I have a tree map declared as follows:

TreeMap<Integer, Integer> tree = new TreeMap<Integer, Integer>();

How do I retrieve the key with the maximum value. Is there an O(1) way of achieving this. I know that maximum and minimum keys can be retrieved from a TreeMap in O(1) time as follows:

int maxKey = tree.lastEntry().getKey();
int minKey = tree.firstEntry().getKey();

Thanks for help.

The collection is not sorted by value so the only way is brute force O(n) unless there is another collection with say the reverse map available.

Map<Integer, Integer>map = new TreeMap<>();
int max = map.values().stream().max(Integer::compare).get();

O(1) complexity is not possible with TreeMap. you need to create one more map which uses value of first map as keys. or use BiMap

public TreeBiMap implements Map {
   private Map<Integer, Integer> map;
   private Map<Integer, Integer> reverseMap;
   public TreeBiMap() {
     map = new TreeMap<>();
     reverseMap = new TreeMap<>();
   }

   public void put(Integer key, Integer value) {
      map.put(key, value);
      reverseMap.put(value, key);
   }

   public Integer getMaxValue() {
      return reverseMap.lastEntry().getKey()
   }

}

As others have said, you basically have to iterator each map entry and find the entry with the largest value.

Note that in your post you made a mistake.

I know that maximum and minimum keys can be retrieved from a TreeMap in O(1) time as follows:

int maxKey = tree.lastEntry().getKey();
int minKey = tree.firstEntry().getKey();

I think the time complexity should be O(lgn).

The source code of getLastEntry:

/**
     * Returns the last Entry in the TreeMap (according to the TreeMap's
     * key-sort function).  Returns null if the TreeMap is empty.
     */
    final Entry<K,V> getLastEntry() {
        Entry<K,V> p = root;
        if (p != null)
            while (p.right != null)
                p = p.right;
        return p;
    }

Also refer to this post in SO

The answer provided by @PeterLawrey answers the question fair enough.
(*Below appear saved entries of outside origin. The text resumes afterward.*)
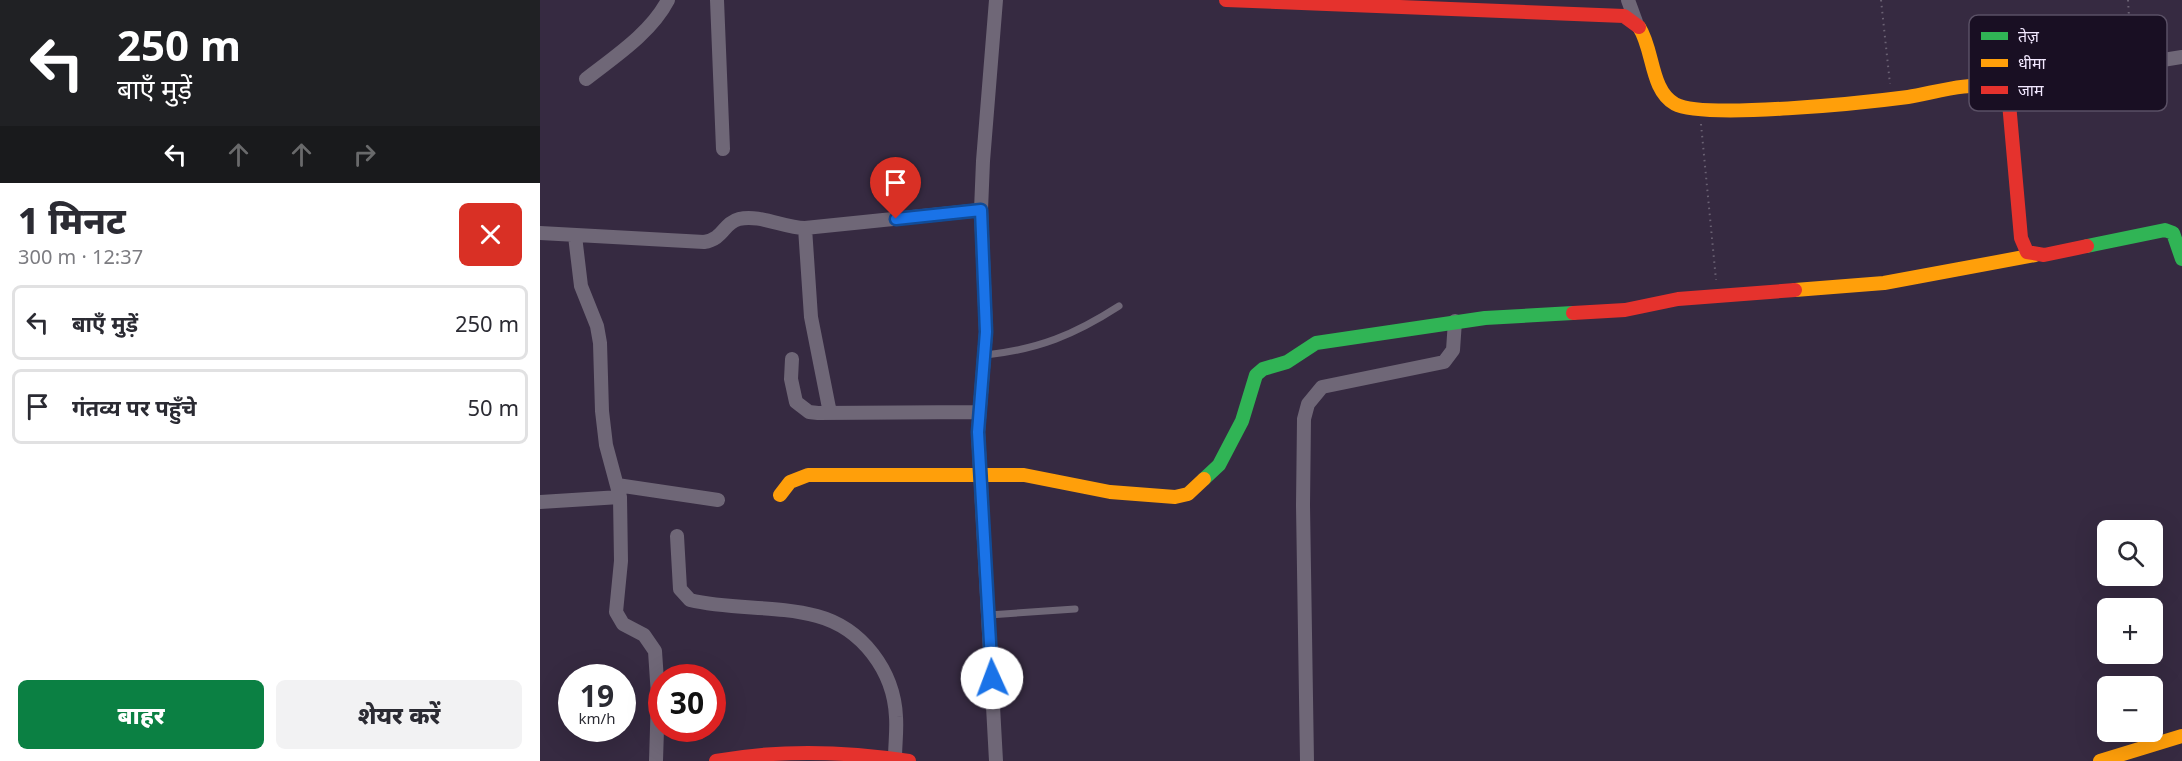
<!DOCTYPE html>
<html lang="hi">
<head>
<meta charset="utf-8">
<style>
	:root { --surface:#fff; --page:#f2f2f3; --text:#2b2b33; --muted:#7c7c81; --line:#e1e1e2; --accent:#0b8043 }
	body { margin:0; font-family:"Noto Sans","Noto Sans Devanagari",sans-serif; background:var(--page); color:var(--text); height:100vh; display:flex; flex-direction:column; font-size:22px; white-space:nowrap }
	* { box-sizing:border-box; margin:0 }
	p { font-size:20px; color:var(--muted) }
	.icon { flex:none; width:33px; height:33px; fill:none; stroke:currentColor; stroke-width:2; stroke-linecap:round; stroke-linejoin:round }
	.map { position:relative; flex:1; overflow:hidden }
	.details { display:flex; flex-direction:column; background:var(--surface); width:540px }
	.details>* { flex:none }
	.top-card { background:#202124; color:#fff; overflow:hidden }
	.fabs { position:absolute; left:1557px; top:520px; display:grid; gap:12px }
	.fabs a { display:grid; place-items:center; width:66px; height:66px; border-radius:9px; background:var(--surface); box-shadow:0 6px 24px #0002; font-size:30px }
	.speed { position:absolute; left:18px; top:664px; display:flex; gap:12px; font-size:30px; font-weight:700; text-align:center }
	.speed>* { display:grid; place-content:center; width:78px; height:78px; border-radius:50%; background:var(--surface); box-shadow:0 6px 24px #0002; line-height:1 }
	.speed small { font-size:15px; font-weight:400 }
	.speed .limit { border:9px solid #d22; background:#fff; color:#111 }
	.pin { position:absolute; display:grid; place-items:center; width:51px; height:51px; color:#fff; margin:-62px -26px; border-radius:50% 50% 50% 0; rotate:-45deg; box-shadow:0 0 6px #0007 }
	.pin .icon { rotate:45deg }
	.me { position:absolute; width:66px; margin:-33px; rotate:358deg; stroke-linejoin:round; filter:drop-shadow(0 0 4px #0008) }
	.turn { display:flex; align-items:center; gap:21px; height:126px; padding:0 18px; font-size:27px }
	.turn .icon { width:78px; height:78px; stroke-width:2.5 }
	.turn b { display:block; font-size:42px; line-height:51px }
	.lanes { display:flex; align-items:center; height:57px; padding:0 18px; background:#0003; justify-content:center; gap:30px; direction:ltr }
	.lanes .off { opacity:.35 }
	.round { display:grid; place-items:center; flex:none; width:63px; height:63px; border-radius:9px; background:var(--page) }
	.headline { display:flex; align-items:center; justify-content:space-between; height:102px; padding:0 18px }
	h1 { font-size:36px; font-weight:800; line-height:45px }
	.action { display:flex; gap:12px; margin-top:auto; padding:12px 18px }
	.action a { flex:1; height:69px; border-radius:9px; background:var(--accent); color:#fff; font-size:24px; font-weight:800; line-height:69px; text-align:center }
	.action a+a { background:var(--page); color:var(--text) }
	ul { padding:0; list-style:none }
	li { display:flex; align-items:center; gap:18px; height:75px; margin:0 12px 9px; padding:0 6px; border:3px solid var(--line); border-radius:9px }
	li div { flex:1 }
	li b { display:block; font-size:22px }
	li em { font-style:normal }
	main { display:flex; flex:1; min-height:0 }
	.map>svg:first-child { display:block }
</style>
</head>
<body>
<main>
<section class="details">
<div class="top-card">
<div class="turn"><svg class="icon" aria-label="left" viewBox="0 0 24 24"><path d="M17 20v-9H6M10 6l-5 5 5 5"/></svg><div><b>250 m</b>बाएँ मुड़ें</div></div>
<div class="lanes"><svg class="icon" aria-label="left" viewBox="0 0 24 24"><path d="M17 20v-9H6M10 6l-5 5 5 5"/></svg><svg class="icon off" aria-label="ahead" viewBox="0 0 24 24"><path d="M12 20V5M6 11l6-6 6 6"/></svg><svg class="icon off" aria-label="ahead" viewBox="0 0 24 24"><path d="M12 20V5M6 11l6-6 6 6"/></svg><svg class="icon off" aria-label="right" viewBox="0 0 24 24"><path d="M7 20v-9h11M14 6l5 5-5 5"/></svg></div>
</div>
<div class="headline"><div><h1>1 मिनट</h1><p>300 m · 12:37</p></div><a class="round" style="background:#d93025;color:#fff"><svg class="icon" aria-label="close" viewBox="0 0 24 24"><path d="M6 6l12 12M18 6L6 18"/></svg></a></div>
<ul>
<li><svg class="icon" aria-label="left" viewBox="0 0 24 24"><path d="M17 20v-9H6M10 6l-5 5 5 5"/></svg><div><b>बाएँ मुड़ें</b></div><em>250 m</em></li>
<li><svg class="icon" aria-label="arrive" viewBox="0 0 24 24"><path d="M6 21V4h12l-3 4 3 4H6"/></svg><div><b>गंतव्य पर पहुँचे</b></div><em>50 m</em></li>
</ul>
<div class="action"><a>बाहर</a><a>शेयर करें</a></div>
</section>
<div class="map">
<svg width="1642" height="761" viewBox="0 0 1642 761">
	<rect width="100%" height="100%" fill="#362a41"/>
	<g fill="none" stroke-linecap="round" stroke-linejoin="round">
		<!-- path -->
		<path stroke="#6a6173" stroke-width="2" stroke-dasharray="1.5 4.5" stroke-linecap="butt" d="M1341,0L1350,84
			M1588,0L1591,51
			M1161,124L1176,280"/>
		<!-- lane -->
		<path stroke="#6f6777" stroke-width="7" d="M446,355C499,349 534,335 579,306
			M449,615L535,609"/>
		<!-- street -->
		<path stroke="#6f6777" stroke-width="14" d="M177,0L183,149
			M1088,0L1096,22
			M46,79C74,57 111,33 128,0
			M1457,89L1554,77L1592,65L1642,57
			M265,228L271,317L290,413
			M0,233L164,242C184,239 183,223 199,219C220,214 244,228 265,228L441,210
			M35,236L41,286L57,326L60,343L62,411L66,445L80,497L81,561L76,612L83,624L104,635L115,651L118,696L116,761
			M252,359L251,379L256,402L269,412L278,413L440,412
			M77,485L178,500
			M0,502L80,497
			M137,536L140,589L150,600C191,610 236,605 277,616C322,628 354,671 356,717C357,731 355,745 355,759
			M456,761L438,432L446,332L441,210L443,161L456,0
			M767,761L763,505L764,419L768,404L782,387L904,362L913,350L915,321"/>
		<!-- fast -->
		<path stroke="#30b455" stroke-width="14" d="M1547,246L1625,230L1633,233L1642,259
			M664,479L679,465L702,421L716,375L723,369L747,362L776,343L945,318L1033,313"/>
		<!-- slow -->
		<path stroke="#ff9f0a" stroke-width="14" d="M1099,27C1114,50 1110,90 1135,104C1164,120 1330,102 1368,97C1394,93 1429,81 1455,88C1460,90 1462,93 1465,97
			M1255,290L1344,283L1495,255
			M240,495L250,482L268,475H484L570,492L635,497L648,494L664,479
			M1560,761L1642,736"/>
		<!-- jam -->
		<path stroke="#e5322d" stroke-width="14" d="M686,0L1084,16L1099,27
			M1465,97L1469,103L1481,238L1487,252L1504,255L1547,246
			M1033,313L1085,310L1138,299L1255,290
			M176,761C241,749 304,751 369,761"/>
	</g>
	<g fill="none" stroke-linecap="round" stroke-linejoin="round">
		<!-- route casing -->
		<g stroke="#114b97" stroke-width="15">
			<path id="route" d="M356,219L441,210L446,332L438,432L452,678"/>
		</g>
		<!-- route -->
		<use href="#route" stroke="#1a73e8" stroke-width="10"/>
	</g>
	<!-- legend -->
	<rect x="1429" y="15" width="198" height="96" rx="9" fill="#190f23" stroke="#5a5065" stroke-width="1.5"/>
	<rect x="1441" y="32" width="27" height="8" fill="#30b455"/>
	<rect x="1441" y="59" width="27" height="8" fill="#ff9f0a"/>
	<rect x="1441" y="86" width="27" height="8" fill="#e5322d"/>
	<g font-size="16" fill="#f2e8ff">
		<text x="1478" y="42">तेज़</text>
		<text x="1478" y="69">धीमा</text>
		<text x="1478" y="96">जाम</text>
	</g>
</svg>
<div class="fabs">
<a><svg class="icon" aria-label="search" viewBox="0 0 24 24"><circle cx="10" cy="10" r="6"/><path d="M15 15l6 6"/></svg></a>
<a>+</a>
<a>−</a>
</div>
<div class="speed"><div>19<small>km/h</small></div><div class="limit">30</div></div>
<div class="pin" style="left:356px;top:219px;background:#d93025"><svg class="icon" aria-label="arrive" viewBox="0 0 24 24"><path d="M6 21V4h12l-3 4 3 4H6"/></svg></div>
<svg class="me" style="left:452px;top:678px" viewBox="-20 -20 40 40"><circle r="19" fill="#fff"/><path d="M0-13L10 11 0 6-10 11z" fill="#1a73e8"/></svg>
</div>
</main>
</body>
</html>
If you are looking for a simpler implementation, here it is:

TreeMap<Integer, Integer> tree = new TreeMap<Integer, Integer>();
// populate the tree with values
Map.Entry<Integer, Integer> maxEntry = null;
for(Map.Entry<Integer, Integer> entry : tree.entrySet()){
   if(maxEntry == null || entry.getValue().compareTo(maxEntry.getValue()) > 0)
      maxEntry = entry;
}

System.out.println("The key with maximum value is : " + maxEntry.getKey());

Do you depend on using a TreeMap/do you fill it yourself? I ran into a similar situation and extended the TreeMap by the missing functionality:

public class TreeMapInteger<T> extends TreeMap<Integer,T> {

    private static final long serialVersionUID = -1193822925120665963L;

    private int minKey = Integer.MAX_VALUE;
    private int maxKey = Integer.MIN_VALUE;

    @Override
    public T put(Integer key, T value) {

        if(key > maxKey) {
            maxKey = key;
        }

        if(key < minKey) {
            minKey = key;
        }

        return super.put(key, value);

    }

    public int getMaxKey() {
        return maxKey;
    }

    public int getMinKey() {
        return minKey;
    }

}

This won't decrease the complexity but depending on when and how your Map is filled having the values prepared for you when you need them might be preferable.

As TreeMap in java implement a Red-Black tree(A self-balancing binary search tree). As its a balanced binary search tree in core, max key and min key can in accessed in O(log n) time.

max = map.lastEntry().getKey();
min = map.firstEntry().getKey();